The lines needed are those below that contain the word "controls"; copy each one.

Records for the task
● ● ● ● ●

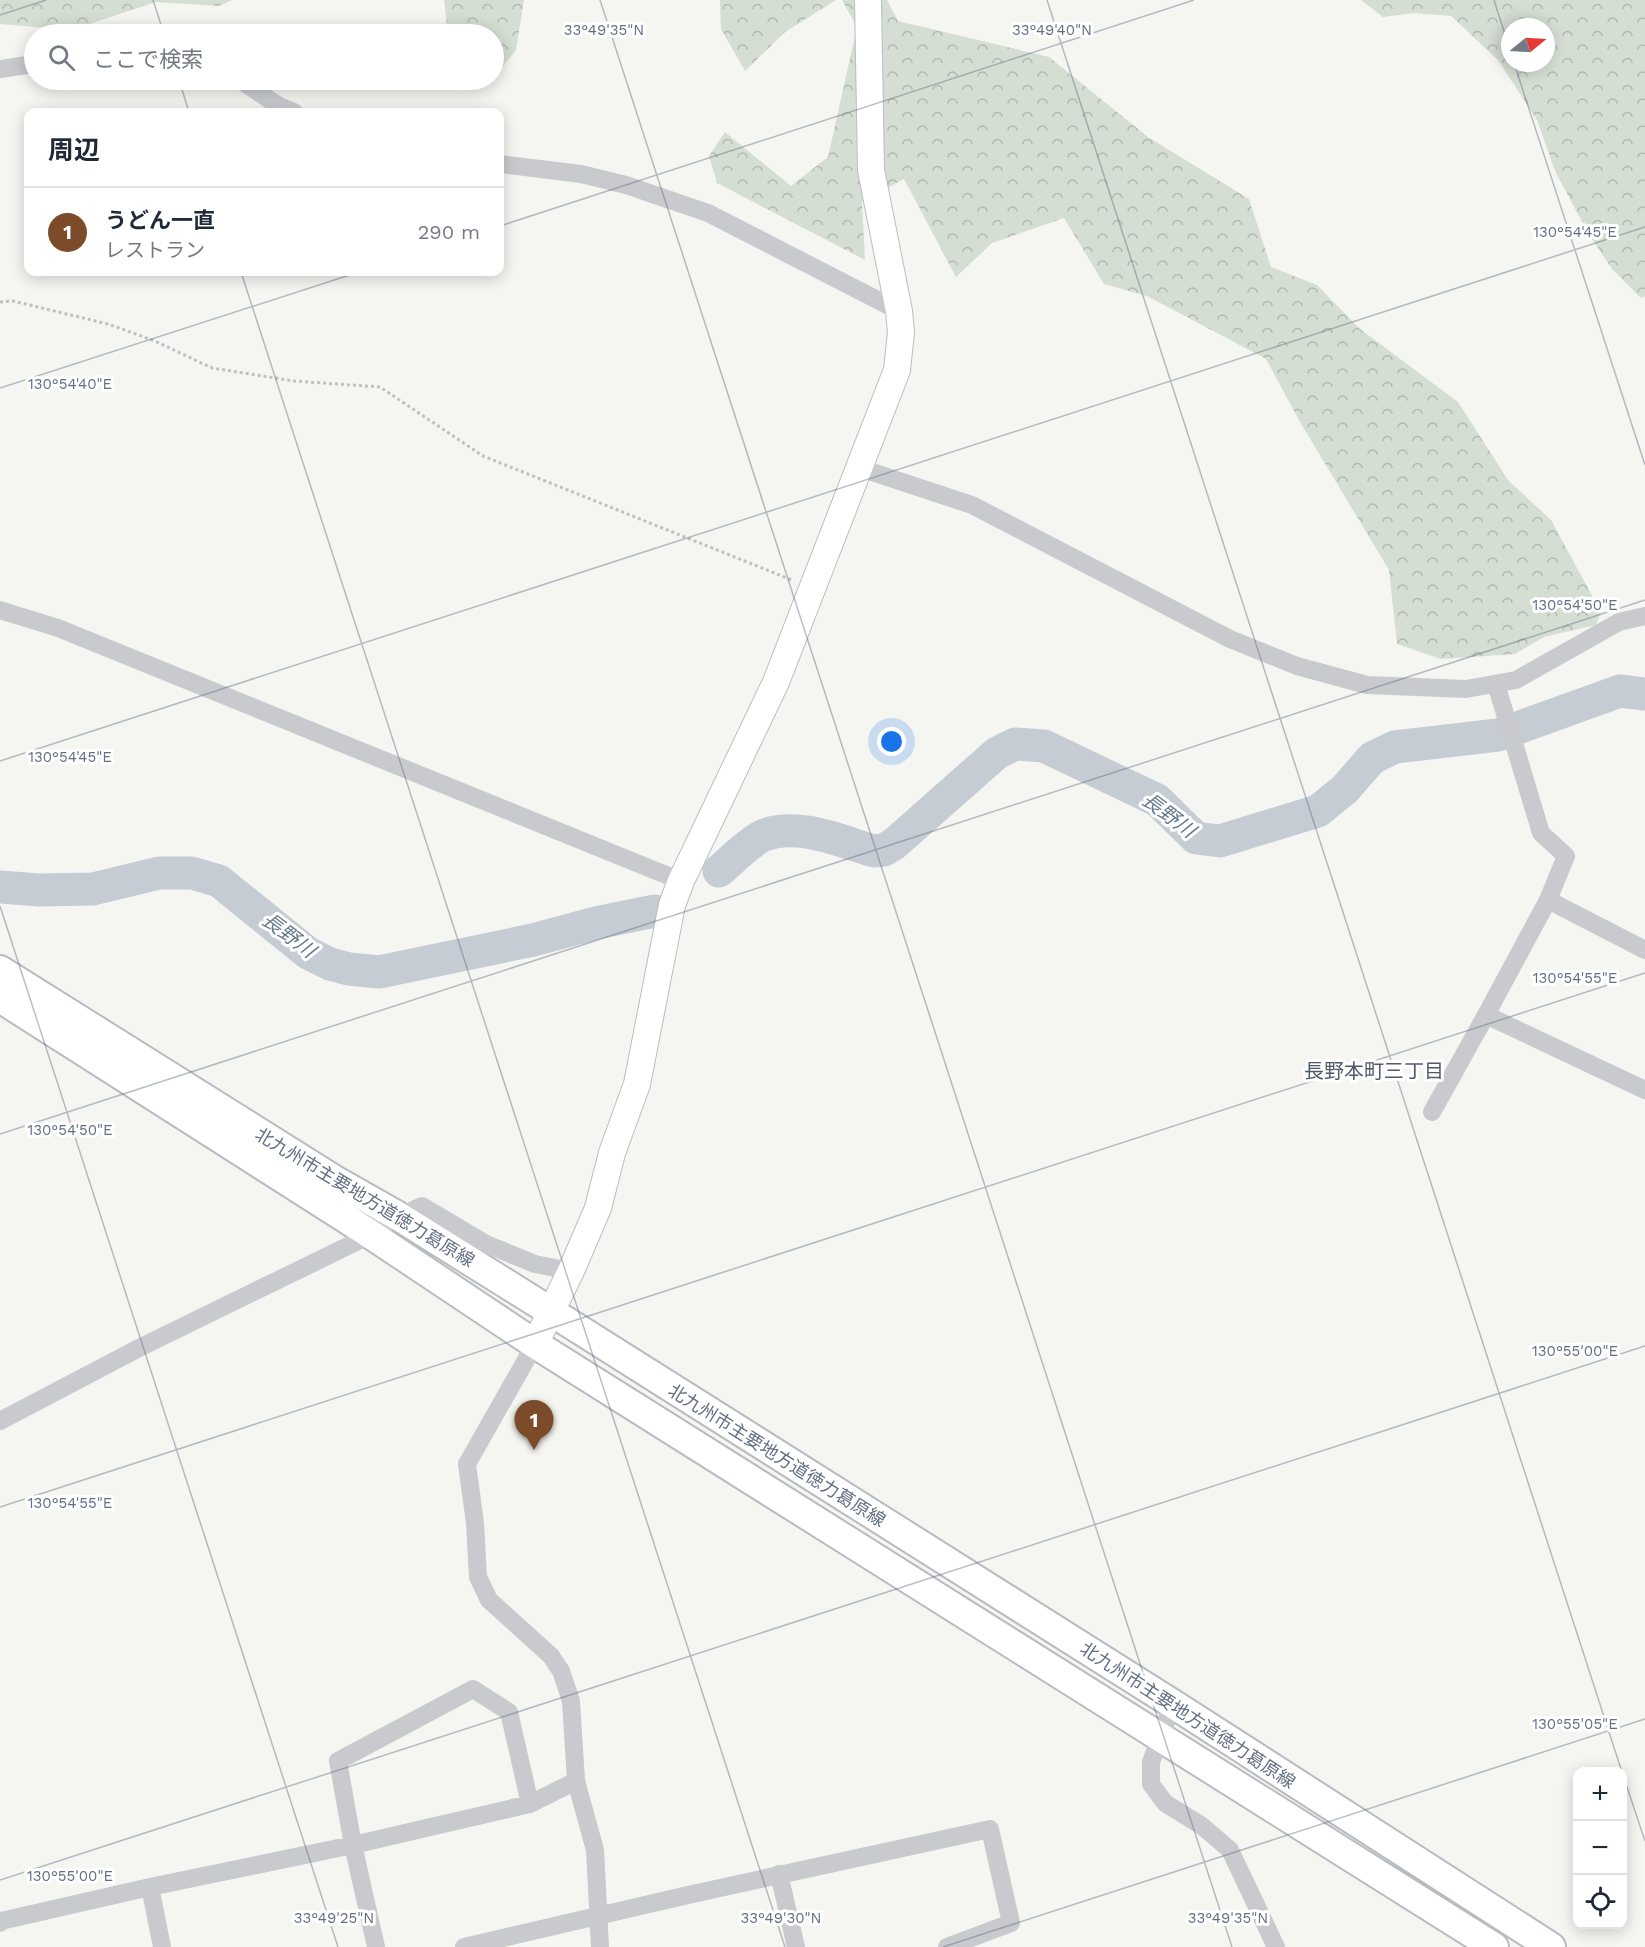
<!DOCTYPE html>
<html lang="ja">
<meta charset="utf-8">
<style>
body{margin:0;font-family:"Work Sans","Noto Sans JP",sans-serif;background:#f6f6f7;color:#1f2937}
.controls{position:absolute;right:18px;bottom:18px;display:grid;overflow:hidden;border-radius:12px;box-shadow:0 3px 15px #0003}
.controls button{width:54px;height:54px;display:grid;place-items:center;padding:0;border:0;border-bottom:2px solid #e0e1e3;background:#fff;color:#1f2937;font:30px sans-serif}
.compass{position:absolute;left:1501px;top:18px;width:54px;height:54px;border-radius:50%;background:#fff;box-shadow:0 3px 15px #0003;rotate:72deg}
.you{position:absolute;left:892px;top:742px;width:21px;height:21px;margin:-15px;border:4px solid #fff;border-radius:50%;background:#1a73e8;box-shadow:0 0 0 9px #1a73e833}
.badge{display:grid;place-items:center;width:39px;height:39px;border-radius:50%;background:#7c4b2a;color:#fff;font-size:20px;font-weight:700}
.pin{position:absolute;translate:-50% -50px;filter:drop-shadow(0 2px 3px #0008)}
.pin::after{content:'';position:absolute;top:32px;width:21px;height:18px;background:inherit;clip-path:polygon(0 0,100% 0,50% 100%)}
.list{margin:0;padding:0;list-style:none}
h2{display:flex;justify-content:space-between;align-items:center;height:78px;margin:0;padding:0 24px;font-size:26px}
h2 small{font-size:20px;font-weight:400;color:#747a83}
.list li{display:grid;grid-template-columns:39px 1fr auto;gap:18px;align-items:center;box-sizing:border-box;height:90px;padding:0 24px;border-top:2px solid #e0e1e3}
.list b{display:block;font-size:22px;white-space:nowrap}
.list p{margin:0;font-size:20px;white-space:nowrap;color:#747a83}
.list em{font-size:20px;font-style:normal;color:#747a83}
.icon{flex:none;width:33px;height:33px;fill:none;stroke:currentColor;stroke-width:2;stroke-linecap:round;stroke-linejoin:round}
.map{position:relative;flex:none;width:1645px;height:1947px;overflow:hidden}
.search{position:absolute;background:#fff;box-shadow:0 3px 15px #0003;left:24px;top:24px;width:480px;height:66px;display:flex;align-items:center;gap:15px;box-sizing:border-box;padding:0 21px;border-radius:33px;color:#747a83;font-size:22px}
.panel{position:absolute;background:#fff;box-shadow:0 3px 15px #0003;left:24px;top:108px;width:480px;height:168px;border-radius:12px}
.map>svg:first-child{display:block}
</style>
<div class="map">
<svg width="1645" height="1947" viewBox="0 0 1645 1947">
<defs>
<pattern id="forest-crowns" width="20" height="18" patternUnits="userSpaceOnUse" patternTransform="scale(1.5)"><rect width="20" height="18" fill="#d5ded3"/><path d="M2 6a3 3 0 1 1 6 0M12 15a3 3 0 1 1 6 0" fill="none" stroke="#b0b8b1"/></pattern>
</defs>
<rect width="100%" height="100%" fill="#f5f6f2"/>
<!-- forest -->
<path fill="url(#forest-crowns)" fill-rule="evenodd" d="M0,0H232L219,6L156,2L71,30L0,24Z
M444,0H524L516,50L501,69L494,66V34H448Z
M720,0H836L785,32L745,71L721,29Z
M842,0H887L898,21L1049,57L1148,137L1249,199L1271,267L1317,285L1360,329L1458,402L1508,480L1551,520L1601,612L1596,625L1544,637L1515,654L1441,659L1397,644L1389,570L1300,422L1266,359L1147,296L1104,284L1064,218L992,243L956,277L904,179L862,202L865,260L717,183L709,156L725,132L791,186L828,157L857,27Z
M1361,0H1645V296L1641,298L1612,269L1588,233L1555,171L1537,120L1498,60L1451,16L1414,13L1383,17ZM1510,27H1546V63H1510Z"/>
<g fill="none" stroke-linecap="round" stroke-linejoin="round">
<!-- river -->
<path stroke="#c5ccd3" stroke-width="33" d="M719,871C732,860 747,844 762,836C796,821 840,841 874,851L884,850L894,844L997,753L1015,744L1044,746L1157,800L1196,838L1220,841L1318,811L1345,789L1372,758L1395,747L1498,735L1620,691L1645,694
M0,887L39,890L93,889L159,873H192L219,881L308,953L330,964L349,969L379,972L533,940L596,923L655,911"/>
<!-- secondary casing -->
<g stroke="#babdc2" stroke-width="28">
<path id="secondary" d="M535,1344L571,1271L598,1208L612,1153L637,1084L672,905L681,881L776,682L897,370L901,332L899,311L871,170L868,0"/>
</g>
<!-- primary casing -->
<g stroke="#b8bbc0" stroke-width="32">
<path id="primary" d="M0,970L338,1182L398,1216L550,1311L1173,1704L1551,1947
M0,998L367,1232L535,1344L1494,1947"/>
</g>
<!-- path -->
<path stroke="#bfc0c3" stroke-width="3" stroke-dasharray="3 3" stroke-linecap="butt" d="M0,302L13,301L108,324L155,341L212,368L294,381L380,387L483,456L792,580"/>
<!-- street -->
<path stroke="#c8cace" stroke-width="18" d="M0,69L34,64
M240,80L279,106L294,112
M500,164L581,174L626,185L708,213L899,311
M860,468L972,505L1230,639L1297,666L1367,685L1466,689L1516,680L1619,622L1645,616
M0,610L58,628L681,881
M1548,900L1645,950
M1486,1015L1548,900L1566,856L1541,833L1496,684
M1432,1112L1486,1015L1645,1090
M535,1344L467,1464L475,1523L478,1577L489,1600L551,1656L561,1671L571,1701L576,1781L595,1850L600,1947
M0,1421L139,1348L356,1242L367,1232L422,1206L486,1244L535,1264L571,1271
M1173,1704L1151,1762V1784L1165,1803L1202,1826L1230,1850L1276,1947
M779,1874L796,1947
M150,1887L162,1947
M0,1923L1,1921L150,1887L353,1845L530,1804L576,1781
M376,1947L353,1845L338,1761L473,1689L509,1712L530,1804
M464,1947L688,1895L990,1829L1011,1923L947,1947"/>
<!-- secondary -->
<use href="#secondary" stroke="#fff" stroke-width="26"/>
<!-- primary -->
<use href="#primary" stroke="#fff" stroke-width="28"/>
</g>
<!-- ticks -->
<path fill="none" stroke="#636f85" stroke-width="1.5" stroke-opacity="0.45" d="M153,0L164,34M600,0L1232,1947M1047,0L1622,1772M1494,0L1510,50M0,15L46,0M1514,63L1645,465M179,80L189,112M500,226L1194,0M241,272L785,1947M0,388L359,272M0,761L1645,227M0,906L338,1947M0,1134L1645,600M0,1507L1645,973M1622,1772L1645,1841M0,1880L1645,1346M943,1947L1645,1719"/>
<g text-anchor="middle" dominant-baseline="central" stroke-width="6" stroke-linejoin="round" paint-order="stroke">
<!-- street labels -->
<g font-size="18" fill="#636f85" stroke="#fff">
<text transform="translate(365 1197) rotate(31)">北九州市主要地方道徳力葛原線</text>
<text transform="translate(777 1455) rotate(32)">北九州市主要地方道徳力葛原線</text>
<text transform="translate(1188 1715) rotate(33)">北九州市主要地方道徳力葛原線</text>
</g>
<!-- water labels -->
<g font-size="20" font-style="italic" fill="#637889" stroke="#fff">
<text transform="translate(1169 815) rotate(37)">長野川</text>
<text transform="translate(289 935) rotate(37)">長野川</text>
</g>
<!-- neighbourhood labels -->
<g font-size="20" fill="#515a6a" stroke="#fff">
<text x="1374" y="1071">長野本町三丁目</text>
</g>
</g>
<g font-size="15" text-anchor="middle" fill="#636f85" stroke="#fff" stroke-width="6" stroke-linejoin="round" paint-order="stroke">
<text x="604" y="35">33°49'35"N</text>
<text x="1052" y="35">33°49'40"N</text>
<text x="1575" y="237">130°54'45"E</text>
<text x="70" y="389">130°54'40"E</text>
<text x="1575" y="610">130°54'50"E</text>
<text x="70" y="762">130°54'45"E</text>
<text x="1575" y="983">130°54'55"E</text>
<text x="70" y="1135">130°54'50"E</text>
<text x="1575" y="1356">130°55'00"E</text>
<text x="70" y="1508">130°54'55"E</text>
<text x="1575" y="1729">130°55'05"E</text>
<text x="70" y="1881">130°55'00"E</text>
<text x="334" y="1923">33°49'25"N</text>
<text x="781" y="1923">33°49'30"N</text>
<text x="1228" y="1923">33°49'35"N</text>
</g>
</svg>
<div class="controls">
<button>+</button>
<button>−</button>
<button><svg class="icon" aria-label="locate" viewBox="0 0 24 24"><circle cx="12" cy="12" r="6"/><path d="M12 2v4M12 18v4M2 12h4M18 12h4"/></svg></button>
</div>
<svg class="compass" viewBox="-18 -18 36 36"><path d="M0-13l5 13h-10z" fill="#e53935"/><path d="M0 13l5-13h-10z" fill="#747a83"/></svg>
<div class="you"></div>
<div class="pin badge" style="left:534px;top:1450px">1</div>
<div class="search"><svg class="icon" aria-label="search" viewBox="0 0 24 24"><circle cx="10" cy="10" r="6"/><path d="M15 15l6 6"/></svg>ここで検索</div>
<section class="panel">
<h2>周辺<small></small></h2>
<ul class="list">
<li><span class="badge">1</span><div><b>うどん一直</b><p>レストラン</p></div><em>290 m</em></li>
</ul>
</section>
</div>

● ● ● ● ●

Result of this exercise
.controls{position:absolute;right:18px;bottom:18px;display:grid;overflow:hidden;border-radius:12px;box-shadow:0 3px 15px #0003}
.controls button{width:54px;height:54px;display:grid;place-items:center;padding:0;border:0;border-bottom:2px solid #e0e1e3;background:#fff;color:#1f2937;font:30px sans-serif}
<div class="controls">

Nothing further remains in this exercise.